A Tuesday afternoon stroll along some of the association’s nine miles of trails provides Chamber of Commerce President Terri Gieg with her first glimpse of the deep scarlet flowers with the bright yellow-orange polka-dots nestling amid fields of blue hound’s tongue, yellow buttercups and purple shooting stars.
“Ooh! Look there! That’s it,” cries Gieg.
Pulling her spangled lacy pancho aside, Gieg stretches her bejeweled fingers toward the delicate blossoms.
“Oh wow,” she breathes.
Smith, attired in casual khakis, is amused at Gieg’s ensemble — and reaction to the rare flower.
“This (Fritillaria Festival) was your idea,” he says. “And you’d never even seen one.”
Gieg admits that is true.
“It was my idea to have the Fritillaria Festival,” she says. “But I didn’t know what a fritillaria looked like.”
Organizers aren’t sure what an annual Fritillaria Festival looks like yet, either. This year they’re hoping the name will encourage visitors to hike the woodlands to see the flower and tour the town.
Gieg came upon the idea after looking for a theme to replace the town’s now-defunct Chinese New Year’s Celebration. She decided the best option was to stage a new event around the rare flower.
Named after the Gentner family who discovered it in 1944, the lily was put on the federal endangered species list in 1999.

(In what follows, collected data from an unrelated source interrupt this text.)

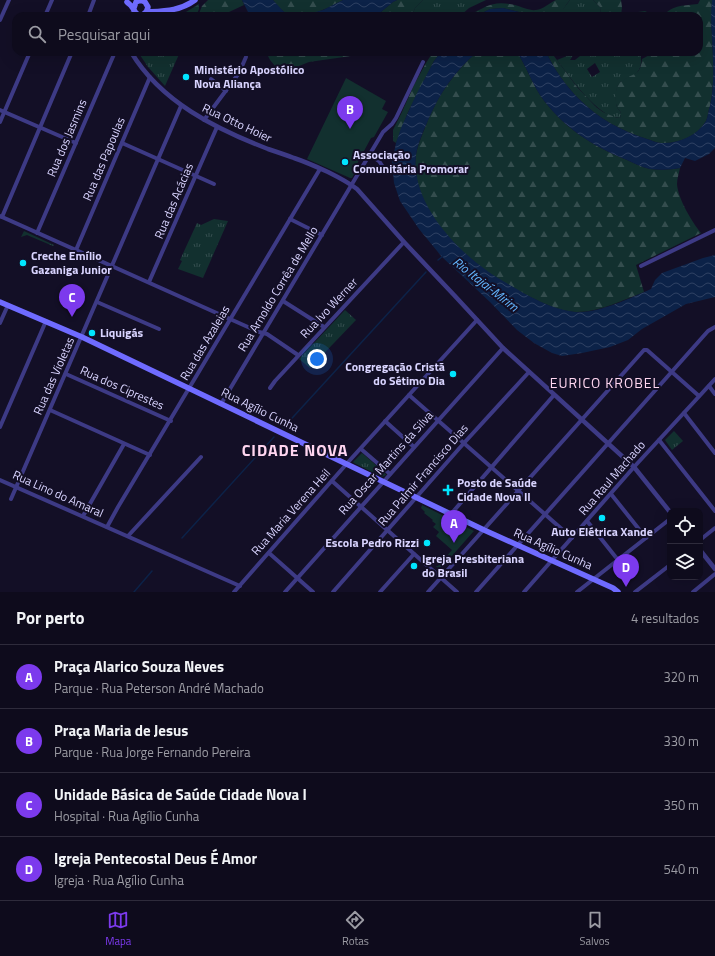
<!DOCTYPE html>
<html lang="pt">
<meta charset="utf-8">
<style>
:root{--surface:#0e0b1c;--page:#171425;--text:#f1f3f6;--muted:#9b9ba3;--line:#2e2b3b;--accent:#7c3aed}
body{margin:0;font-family:"Titillium Web",sans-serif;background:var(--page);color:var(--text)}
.controls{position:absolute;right:12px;bottom:12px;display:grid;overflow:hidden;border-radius:8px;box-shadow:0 4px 16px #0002}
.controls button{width:36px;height:36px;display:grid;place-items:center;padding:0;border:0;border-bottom:1px solid var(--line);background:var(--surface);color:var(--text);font:20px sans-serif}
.you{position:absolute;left:317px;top:359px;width:14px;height:14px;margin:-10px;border:3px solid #fff;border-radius:50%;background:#1a73e8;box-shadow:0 0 0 6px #1a73e833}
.badge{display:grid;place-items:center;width:26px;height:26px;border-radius:50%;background:var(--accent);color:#fff;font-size:13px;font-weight:700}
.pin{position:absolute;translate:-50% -33px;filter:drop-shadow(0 1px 2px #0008)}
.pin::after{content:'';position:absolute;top:21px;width:14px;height:12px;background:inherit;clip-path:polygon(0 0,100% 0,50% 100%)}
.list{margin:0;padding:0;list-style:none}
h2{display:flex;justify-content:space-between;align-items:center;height:52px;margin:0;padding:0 16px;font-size:17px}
h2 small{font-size:13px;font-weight:400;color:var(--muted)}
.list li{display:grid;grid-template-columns:26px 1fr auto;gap:12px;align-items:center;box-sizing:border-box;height:64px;padding:0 16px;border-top:1px solid var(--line)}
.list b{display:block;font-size:15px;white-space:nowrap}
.list p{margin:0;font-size:13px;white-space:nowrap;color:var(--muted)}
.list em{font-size:13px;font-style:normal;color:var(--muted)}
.icon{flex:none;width:22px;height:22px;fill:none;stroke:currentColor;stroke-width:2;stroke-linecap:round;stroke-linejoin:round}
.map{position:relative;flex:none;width:715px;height:592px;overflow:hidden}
.search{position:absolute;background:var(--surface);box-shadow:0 4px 16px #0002;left:12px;right:12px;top:12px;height:44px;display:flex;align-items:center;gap:10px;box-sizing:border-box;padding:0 14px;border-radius:12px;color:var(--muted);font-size:15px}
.sheet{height:308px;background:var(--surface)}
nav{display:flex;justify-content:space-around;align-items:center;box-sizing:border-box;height:56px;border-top:1px solid var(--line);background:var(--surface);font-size:11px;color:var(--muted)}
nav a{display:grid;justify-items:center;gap:2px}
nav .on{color:var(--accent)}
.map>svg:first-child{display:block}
</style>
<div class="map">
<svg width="715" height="592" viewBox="0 0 715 592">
<defs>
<pattern id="grass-tufts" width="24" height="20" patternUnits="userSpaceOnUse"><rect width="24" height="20" fill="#12302f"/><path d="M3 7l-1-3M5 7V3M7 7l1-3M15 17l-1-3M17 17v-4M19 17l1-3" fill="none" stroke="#344d4e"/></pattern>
<pattern id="forest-firs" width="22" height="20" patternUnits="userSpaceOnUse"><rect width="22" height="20" fill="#12302f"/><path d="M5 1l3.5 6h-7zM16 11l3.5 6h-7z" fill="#344d4e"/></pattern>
<pattern id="water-waves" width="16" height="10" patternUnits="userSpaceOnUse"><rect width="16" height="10" fill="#0c2248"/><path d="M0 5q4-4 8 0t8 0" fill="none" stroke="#2f4163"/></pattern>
</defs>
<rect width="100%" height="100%" fill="#130f26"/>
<g fill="url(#grass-tufts)" fill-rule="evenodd">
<path d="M423,0H486L469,8L460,16H412L415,8Z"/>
<path d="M570,0H593L600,7L601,16H543L544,12L563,9Z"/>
<path d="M199,4V9L196,16H170L186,12Z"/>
<path d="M138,52H180L165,86L148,67Z"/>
<path d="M586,52H640C642,60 642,70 634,75C630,77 626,78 623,81C622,81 618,84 618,85C616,88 615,103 617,107C619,112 623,111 620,118C598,118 569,76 557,60L567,56L568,53L574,54L570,60H575L580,56ZM595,63L600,72L592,77L587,69Z"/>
<path d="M214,219L228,221L203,278L178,269L182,261L180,260L197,223L201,225Z"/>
<path d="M24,231L54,245L53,246L27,235L21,237Z"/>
<path d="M345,310L356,320L310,368L299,359Z"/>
<path d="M674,431L683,441L672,450L665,440Z"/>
<path d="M362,453L385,473L386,475L382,477L354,463L353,462Z"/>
</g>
<g fill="url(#forest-firs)">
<path d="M208,0H242L244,5L229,12L225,16H198L202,6Z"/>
<path d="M273,0H343C330,7 307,19 292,16C284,14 278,6 273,0Z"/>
<path d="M397,0H423L415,8L412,16H376L393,2Z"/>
<path d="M556,0H570C565,5 563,12 557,15L549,12H544L543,16H529L519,12L503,8L490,9L476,16H468C487,6 493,0 515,5C522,7 530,11 536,10C544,9 549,3 556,0Z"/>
<path d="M593,0H621L622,7L621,16H601L600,7Z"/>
<path d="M700,0H712C712,12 711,24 712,37C713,60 715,83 710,106C708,111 708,117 706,121C697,136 679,144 661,143C657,143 651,140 647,139C621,131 598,118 579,99C566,86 554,69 546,52H551L577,87L596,107L603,112L617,118H620C623,111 619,112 617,107C615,103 615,89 618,85C618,83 621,82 622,81C634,72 640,77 642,59L655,52H699V16H663C674,4 684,6 698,4Z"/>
<path d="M645,11L651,14L654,16H634L638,12Z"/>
<path d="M266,52H368L365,55L351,56L309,62L294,68L281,70L275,66L270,60Z"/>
<path d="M433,52H441L434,61L408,112L396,143L393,141V130L402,112L414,85L426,63Z"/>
<path d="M477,52H517C526,66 531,81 540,95C561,126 592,146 627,160C634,163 641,167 650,169C660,170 670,170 680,168C679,173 677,179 677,184C678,199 692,222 701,233L636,265L644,292C623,300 600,312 577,312C553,311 525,294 505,283C464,259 409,207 416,155C418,143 424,131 428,120C439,94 455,71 477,52Z"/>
</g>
<g fill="#12302f">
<path d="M346,78L386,101L382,109L388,112L374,137L371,138L357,164L358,167L352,178H350L307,159Z"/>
<path d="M422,505L474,531L473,532L443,566V569L441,570L438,569L436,566H438L452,550L436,536L439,532L433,527L436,524L432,521L433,520L424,513L425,512L421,508Z"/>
</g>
<g fill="url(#water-waves)">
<path d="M242,0H273L283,11L292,16H250Z"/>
<path d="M343,0H397L393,2L376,16H301L323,10Z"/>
<path d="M712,0H715V148L709,154L695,161L685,158L680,168C670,170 660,170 650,169C641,167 634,163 627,160C592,146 561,126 540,95C531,81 526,66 517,52H546C554,69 566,86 579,99C598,118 621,131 647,139C651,140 657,143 661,143C678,144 697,136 706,121C708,117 708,111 710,106C715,83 713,60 712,37C711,24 711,12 712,0Z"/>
<path d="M503,8L519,12L529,16H476L490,9Z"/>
<path d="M441,52H477C456,70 440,92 429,118C424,130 418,142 416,155C410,206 463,258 503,281C525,294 549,309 575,312C598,314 630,298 651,289L655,280L662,273L703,258L715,255V297L686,304L642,329L628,340L610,347L582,353L562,356L552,353L534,343L517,330L490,302L442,257L419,229L400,201L394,183L392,162L396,143L401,128L416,95L434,61Z"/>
</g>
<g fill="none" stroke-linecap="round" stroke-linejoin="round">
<g stroke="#0c2248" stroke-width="1.5">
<path d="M438,260L443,256"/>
<path d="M283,428L426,272"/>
<path d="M182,538L274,437"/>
<path d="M134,592L152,571"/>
</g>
<g stroke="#3d3a85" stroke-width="4">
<path d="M45,16L52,0"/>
<path d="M88,16L94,0"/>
<path d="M0,20L9,0"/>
<path d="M211,79L226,91"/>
<path d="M0,110L76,143"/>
<path d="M204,120L239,73L246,57"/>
<path d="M0,122L30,52"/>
<path d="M122,143L214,184"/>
<path d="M369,154L379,161L385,170"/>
<path d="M0,216L259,332L267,334L298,355"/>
<path d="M2,217L72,52"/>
<path d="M290,219L322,235"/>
<path d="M37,233L115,52"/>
<path d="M76,250L150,77"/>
<path d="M641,266L715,230"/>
<path d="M149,282L217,127"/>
<path d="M283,301L324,327"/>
<path d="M97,302L159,329"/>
<path d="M0,323L8,305"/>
<path d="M66,374L171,421"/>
<path d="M709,386L715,394"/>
<path d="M270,388L275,381L404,242"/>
<path d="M409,395L572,538"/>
<path d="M221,404L383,132L392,124L396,118L423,62"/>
<path d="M50,410L150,455"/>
<path d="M684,413L715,453"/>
<path d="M385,421L414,447"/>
<path d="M0,427L46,321"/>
<path d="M659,440L715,511"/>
<path d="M361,449L390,474"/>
<path d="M0,480L240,586"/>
<path d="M332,481L457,592"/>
<path d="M611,494L646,538"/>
<path d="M11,499L181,106"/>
<path d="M451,514L554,395"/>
<path d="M83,516L124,444"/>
<path d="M587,521L618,560"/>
<path d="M107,527L118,507L320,169"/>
<path d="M128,536L201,457"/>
<path d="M700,540L715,528"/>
<path d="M269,553L313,592"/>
<path d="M234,592L350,460L477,320"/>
<path d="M285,592L503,348"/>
<path d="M333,592L464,443L529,372"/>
<path d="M380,592L414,554"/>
<path d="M428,592L644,350H647L699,396"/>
<path d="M476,592L708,331L715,327"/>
<path d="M524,592L634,467L715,379"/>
<path d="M577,592L670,519"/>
<path d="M635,592L670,565"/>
<path d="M693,592L715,574"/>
</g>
<g stroke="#3d3a85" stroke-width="4.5">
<path d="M131,16L134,10"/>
<path d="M131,52C161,102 216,129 268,149C277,152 286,155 294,158C306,162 317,167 328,172C338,177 348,182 357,189L404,242L454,295L503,348L634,467L670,512"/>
<path d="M700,550L715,569"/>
</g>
<g stroke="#6f6bff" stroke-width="5.5">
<path d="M127,2C129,4 131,5 132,7C133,8 135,12 136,13C141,18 147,13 148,7L145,2L141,0L136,2L134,8"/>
<path d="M147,12C165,11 180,11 195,0"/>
<path d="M0,302L82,337L484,530L613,588L618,592"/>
</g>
</g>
<g fill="#00e5ff" stroke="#130f26" stroke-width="1.5">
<circle cx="186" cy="77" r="4"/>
<circle cx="345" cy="162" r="4"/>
<circle cx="23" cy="263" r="4"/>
<circle cx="92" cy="333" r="4"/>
<circle cx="453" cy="374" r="4"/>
<path d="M446 484h4v4h4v4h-4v4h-4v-4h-4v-4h4z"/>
<circle cx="602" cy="518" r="4"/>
<circle cx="427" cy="543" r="4"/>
<circle cx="414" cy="566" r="4"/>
</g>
<g text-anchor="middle" stroke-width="4" stroke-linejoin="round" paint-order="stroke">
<g font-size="12" font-weight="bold" fill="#d9d4ff" stroke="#130f26" text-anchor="start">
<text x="194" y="74">Ministério Apostólico<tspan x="194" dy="14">Nova Aliança</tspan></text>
<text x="353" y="159">Associação<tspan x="353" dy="14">Comunitária Promorar</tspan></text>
<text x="31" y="260">Creche Emílio<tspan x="31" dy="14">Gazaniga Junior</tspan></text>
<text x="100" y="337">Liquigás</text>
<text x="445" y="371" text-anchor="end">Congregação Cristã<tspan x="445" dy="14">do Sétimo Dia</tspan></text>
<text x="457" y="487">Posto de Saúde<tspan x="457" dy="14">Cidade Nova II</tspan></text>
<text x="602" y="536" text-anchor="middle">Auto Elétrica Xande</text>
<text x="419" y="547" text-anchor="end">Escola Pedro Rizzi</text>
<text x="422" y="563">Igreja Presbiteriana<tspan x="422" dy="14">do Brasil</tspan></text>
</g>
<g font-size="12" fill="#d9d4ff" stroke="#130f26">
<text transform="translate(237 123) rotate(25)" y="4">Rua Otto Hoier</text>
<text transform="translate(67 138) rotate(-67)" y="4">Rua dos Jasmins</text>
<text transform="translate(104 159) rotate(-67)" y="4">Rua das Papoulas</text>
<text transform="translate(174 201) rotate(-67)" y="4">Rua das Acácias</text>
<text transform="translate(278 289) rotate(-59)" y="4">Rua Arnoldo Corrêa de Mello</text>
<text transform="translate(329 308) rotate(-47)" y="4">Rua Ivo Werner</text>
<text transform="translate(205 343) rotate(-59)" y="4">Rua das Azaleias</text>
<text transform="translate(54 376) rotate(-66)" y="4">Rua das Violetas</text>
<text transform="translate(122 388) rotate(24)" y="4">Rua dos Ciprestes</text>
<text transform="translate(260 410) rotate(26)" y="4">Rua Agílio Cunha</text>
<text transform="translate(386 463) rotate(-48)" y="4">Rua Oscar Martins da Silva</text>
<text transform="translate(423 475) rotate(-49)" y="4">Rua Palmir Francisco Dias</text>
<text transform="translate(612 478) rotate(-49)" y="4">Rua Raul Machado</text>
<text transform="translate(58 494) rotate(24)" y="4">Rua Lino do Amaral</text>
<text transform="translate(291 512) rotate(-48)" y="4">Rua Maria Verena Heil</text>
<text transform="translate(553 549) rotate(24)" y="4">Rua Agílio Cunha</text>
</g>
<g font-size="13" font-style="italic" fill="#62b6ff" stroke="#130f26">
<text transform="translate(486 284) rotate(38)" y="5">Rio Itajaí-Mirim</text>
</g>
<g font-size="14" letter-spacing="1" fill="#ffd6f0" stroke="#130f26">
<text x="605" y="388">EURICO KROBEL</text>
</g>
<g font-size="16" font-weight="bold" letter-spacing="1" fill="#ffd6f0" stroke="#130f26">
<text x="295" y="456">CIDADE NOVA</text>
</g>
</g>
</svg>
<div class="controls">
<button><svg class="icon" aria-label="locate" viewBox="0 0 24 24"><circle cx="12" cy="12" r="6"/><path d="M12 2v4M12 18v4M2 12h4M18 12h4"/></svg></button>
<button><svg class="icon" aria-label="layers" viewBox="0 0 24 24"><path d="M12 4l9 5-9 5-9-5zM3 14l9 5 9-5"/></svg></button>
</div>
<div class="you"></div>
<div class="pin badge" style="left:454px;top:543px">A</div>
<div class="pin badge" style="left:350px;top:129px">B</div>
<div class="pin badge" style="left:72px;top:317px">C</div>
<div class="pin badge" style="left:626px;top:587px">D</div>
<div class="search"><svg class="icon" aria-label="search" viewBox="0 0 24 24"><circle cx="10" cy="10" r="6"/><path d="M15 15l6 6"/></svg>Pesquisar aqui</div>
</div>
<section class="sheet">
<h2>Por perto<small>4 resultados</small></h2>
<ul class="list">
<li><span class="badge">A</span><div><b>Praça Alarico Souza Neves</b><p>Parque · Rua Peterson André Machado</p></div><em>320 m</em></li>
<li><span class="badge">B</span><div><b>Praça Maria de Jesus</b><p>Parque · Rua Jorge Fernando Pereira</p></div><em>330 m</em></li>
<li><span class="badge">C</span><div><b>Unidade Básica de Saúde Cidade Nova I</b><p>Hospital · Rua Agílio Cunha</p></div><em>350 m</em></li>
<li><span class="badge">D</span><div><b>Igreja Pentecostal Deus É Amor</b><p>Igreja · Rua Agílio Cunha</p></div><em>540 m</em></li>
</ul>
</section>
<nav>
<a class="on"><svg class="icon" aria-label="map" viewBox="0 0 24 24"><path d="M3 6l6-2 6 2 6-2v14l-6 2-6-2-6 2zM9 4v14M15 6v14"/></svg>Mapa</a>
<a><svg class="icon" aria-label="directions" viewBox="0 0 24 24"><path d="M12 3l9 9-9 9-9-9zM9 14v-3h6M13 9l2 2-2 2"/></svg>Rotas</a>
<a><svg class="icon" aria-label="saved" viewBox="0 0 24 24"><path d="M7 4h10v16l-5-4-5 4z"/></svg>Salvos</a>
</nav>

Found only in isolated populations in Southern Oregon, the lily’s largest concentration is in the native oak woodlands surrounding Jacksonville. More than 320 acres of lily habitat have been set aside for public use, many located in the woodlands.
As the group walked along the beginning of Rich Gulch Trail, Smith pointed out the Fritillaria gentneri and the Fritillaria recurva — a more common cousin with a shorter, bright solid-red bell and a deeper curl to the petals’ tips. Both types can have between two to 13 bells, he says.
The lilies tend to grow in clusters within small stands of oaks — and shiny red poison oak shoots.
“They like to nestle between the trunks,” said Smith. “The poison oak protects them from deer.”
Oregon State University recently planted 4,000 bulbs in the Jacksonville Cemetery which were propagated from wild local stock.
“They took a handful up,” says Smith. “And they brought us back 4,000.”
Smith tells the group he has many of the 2- to 3-foot- tall lilies blooming at his house, thanks to a truckload of fritillaria-laden fill dirt he had deposited years ago.
“Eventually, we went from zero to 54,” says Smith.
Like Smith’s personal tour, Jacksonville’s festival is expected to grow from virtually nothing to a splendid display, organizers say. But this year is dedicated to getting the word out, says Smith.
“We’re still feeling our way,” says Smith. “I had a guy call me and ask where he could put his booth. I told him it’s not that kind of festival.”
Next year, in addition to the hillsides’ natural display, there will be bike rides, bud-bearing bonnets and more banners.
“And we’ll have to put up signs that say, ‘No Touch’ to keep people from picking them,” says Gieg.